■ TASK TO CARRY OUT
Your task is to output all the records below, word for word.

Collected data
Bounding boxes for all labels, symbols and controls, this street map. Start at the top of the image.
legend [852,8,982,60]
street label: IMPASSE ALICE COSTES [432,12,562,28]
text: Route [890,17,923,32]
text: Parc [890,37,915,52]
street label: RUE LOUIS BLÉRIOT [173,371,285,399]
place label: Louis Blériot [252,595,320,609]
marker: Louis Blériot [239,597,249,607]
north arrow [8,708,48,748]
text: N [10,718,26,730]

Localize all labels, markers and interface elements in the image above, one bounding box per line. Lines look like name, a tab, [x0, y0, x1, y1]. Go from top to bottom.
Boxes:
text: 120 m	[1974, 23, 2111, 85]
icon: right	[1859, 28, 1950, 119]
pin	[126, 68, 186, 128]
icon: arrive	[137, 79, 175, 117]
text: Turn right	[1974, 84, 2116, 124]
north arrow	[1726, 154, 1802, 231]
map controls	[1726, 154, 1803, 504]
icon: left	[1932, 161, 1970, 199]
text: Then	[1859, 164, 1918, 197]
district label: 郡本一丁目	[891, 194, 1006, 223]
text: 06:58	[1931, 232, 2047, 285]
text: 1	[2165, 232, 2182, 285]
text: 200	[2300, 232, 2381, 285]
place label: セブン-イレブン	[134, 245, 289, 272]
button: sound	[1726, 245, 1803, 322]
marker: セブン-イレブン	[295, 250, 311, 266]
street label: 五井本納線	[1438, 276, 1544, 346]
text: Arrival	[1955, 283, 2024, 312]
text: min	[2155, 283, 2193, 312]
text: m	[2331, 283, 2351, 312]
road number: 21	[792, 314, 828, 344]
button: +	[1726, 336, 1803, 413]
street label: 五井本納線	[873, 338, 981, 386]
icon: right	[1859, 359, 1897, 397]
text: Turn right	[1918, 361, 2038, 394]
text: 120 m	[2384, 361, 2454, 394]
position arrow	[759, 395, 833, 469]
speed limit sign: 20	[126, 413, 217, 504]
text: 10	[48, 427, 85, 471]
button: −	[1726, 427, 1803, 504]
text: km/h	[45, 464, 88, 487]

■ THE ANSWER
Bounding boxes for all labels, symbols and controls, this street map. Start at the top of the image.
legend [852,8,982,60]
street label: IMPASSE ALICE COSTES [432,12,562,28]
text: Route [890,17,923,32]
text: Parc [890,37,915,52]
street label: RUE LOUIS BLÉRIOT [173,371,285,399]
place label: Louis Blériot [252,595,320,609]
marker: Louis Blériot [239,597,249,607]
north arrow [8,708,48,748]
text: N [10,718,26,730]

Localize all labels, markers and interface elements in the image above, one bounding box per line. Lines look like name, a tab, [x0, y0, x1, y1]. Go from top to bottom.
Boxes:
text: 120 m	[1974, 23, 2111, 85]
icon: right	[1859, 28, 1950, 119]
pin	[126, 68, 186, 128]
icon: arrive	[137, 79, 175, 117]
text: Turn right	[1974, 84, 2116, 124]
north arrow	[1726, 154, 1802, 231]
map controls	[1726, 154, 1803, 504]
icon: left	[1932, 161, 1970, 199]
text: Then	[1859, 164, 1918, 197]
district label: 郡本一丁目	[891, 194, 1006, 223]
text: 06:58	[1931, 232, 2047, 285]
text: 1	[2165, 232, 2182, 285]
text: 200	[2300, 232, 2381, 285]
place label: セブン-イレブン	[134, 245, 289, 272]
button: sound	[1726, 245, 1803, 322]
marker: セブン-イレブン	[295, 250, 311, 266]
street label: 五井本納線	[1438, 276, 1544, 346]
text: Arrival	[1955, 283, 2024, 312]
text: min	[2155, 283, 2193, 312]
text: m	[2331, 283, 2351, 312]
road number: 21	[792, 314, 828, 344]
button: +	[1726, 336, 1803, 413]
street label: 五井本納線	[873, 338, 981, 386]
icon: right	[1859, 359, 1897, 397]
text: Turn right	[1918, 361, 2038, 394]
text: 120 m	[2384, 361, 2454, 394]
position arrow	[759, 395, 833, 469]
speed limit sign: 20	[126, 413, 217, 504]
text: 10	[48, 427, 85, 471]
button: −	[1726, 427, 1803, 504]
text: km/h	[45, 464, 88, 487]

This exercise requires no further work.